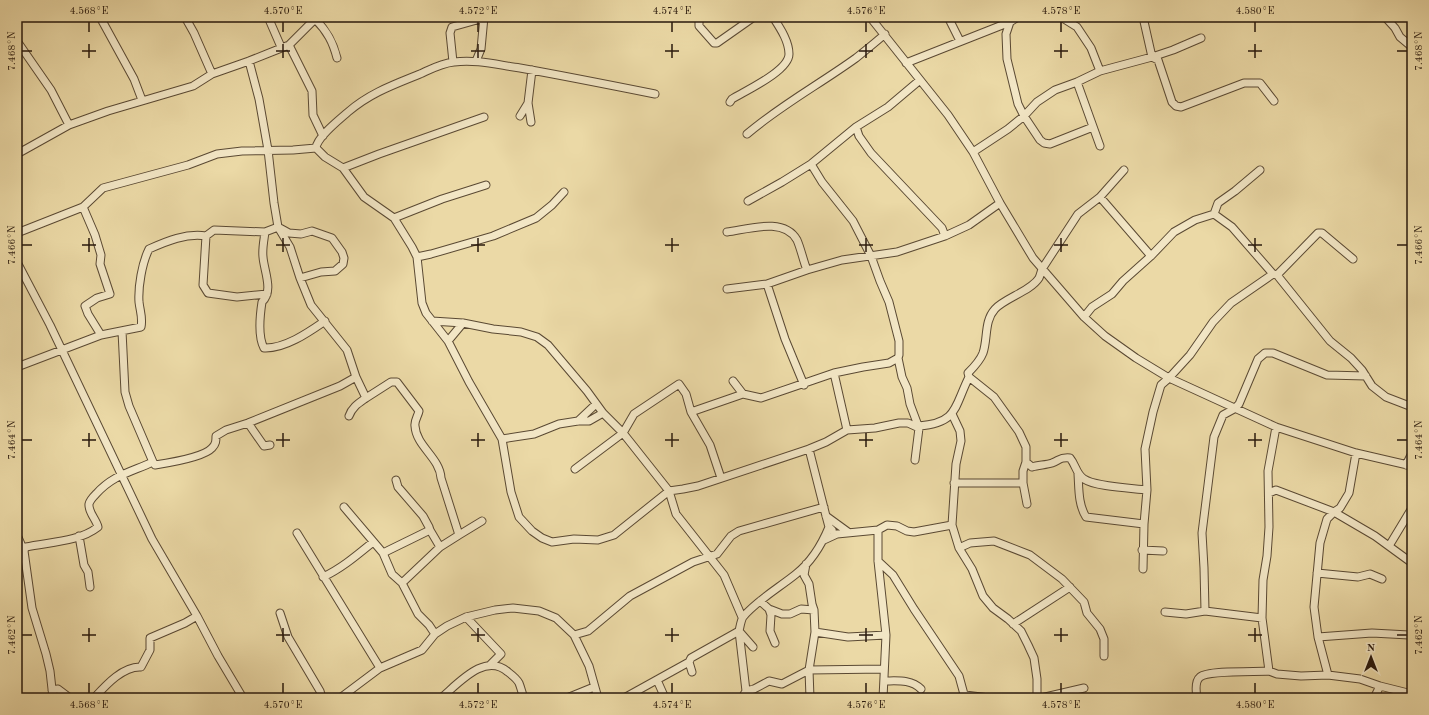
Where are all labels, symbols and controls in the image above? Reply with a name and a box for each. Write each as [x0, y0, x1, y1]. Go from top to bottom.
text: 4.568°E [70, 6, 108, 16]
text: 4.570°E [264, 6, 302, 16]
text: 4.572°E [459, 6, 497, 16]
text: 4.574°E [653, 6, 691, 16]
text: 4.576°E [847, 6, 885, 16]
text: 4.578°E [1042, 6, 1080, 16]
text: 4.580°E [1236, 6, 1274, 16]
text: 7.468°N [7, 31, 17, 71]
text: 7.468°N [1414, 31, 1424, 71]
text: 7.466°N [7, 225, 17, 265]
text: 7.466°N [1414, 225, 1424, 265]
text: 7.464°N [7, 420, 17, 460]
text: 7.464°N [1414, 420, 1424, 460]
text: 7.462°N [7, 615, 17, 655]
text: 7.462°N [1414, 615, 1424, 655]
north arrow [1351, 637, 1391, 677]
text: N [1367, 643, 1376, 654]
text: 4.568°E [70, 700, 108, 710]
text: 4.570°E [264, 700, 302, 710]
text: 4.572°E [459, 700, 497, 710]
text: 4.574°E [653, 700, 691, 710]
text: 4.576°E [847, 700, 885, 710]
text: 4.578°E [1042, 700, 1080, 710]
text: 4.580°E [1236, 700, 1274, 710]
■ ■ ■ ■
- _Work instruction_:
Exact copy, pictures excluded: restate every record above word for word.

- _Task response_:
Where are all labels, symbols and controls in the image above? Reply with a name and a box for each. Write each as [x0, y0, x1, y1]. Go from top to bottom.
text: 4.568°E [70, 6, 108, 16]
text: 4.570°E [264, 6, 302, 16]
text: 4.572°E [459, 6, 497, 16]
text: 4.574°E [653, 6, 691, 16]
text: 4.576°E [847, 6, 885, 16]
text: 4.578°E [1042, 6, 1080, 16]
text: 4.580°E [1236, 6, 1274, 16]
text: 7.468°N [7, 31, 17, 71]
text: 7.468°N [1414, 31, 1424, 71]
text: 7.466°N [7, 225, 17, 265]
text: 7.466°N [1414, 225, 1424, 265]
text: 7.464°N [7, 420, 17, 460]
text: 7.464°N [1414, 420, 1424, 460]
text: 7.462°N [7, 615, 17, 655]
text: 7.462°N [1414, 615, 1424, 655]
north arrow [1351, 637, 1391, 677]
text: N [1367, 643, 1376, 654]
text: 4.568°E [70, 700, 108, 710]
text: 4.570°E [264, 700, 302, 710]
text: 4.572°E [459, 700, 497, 710]
text: 4.574°E [653, 700, 691, 710]
text: 4.576°E [847, 700, 885, 710]
text: 4.578°E [1042, 700, 1080, 710]
text: 4.580°E [1236, 700, 1274, 710]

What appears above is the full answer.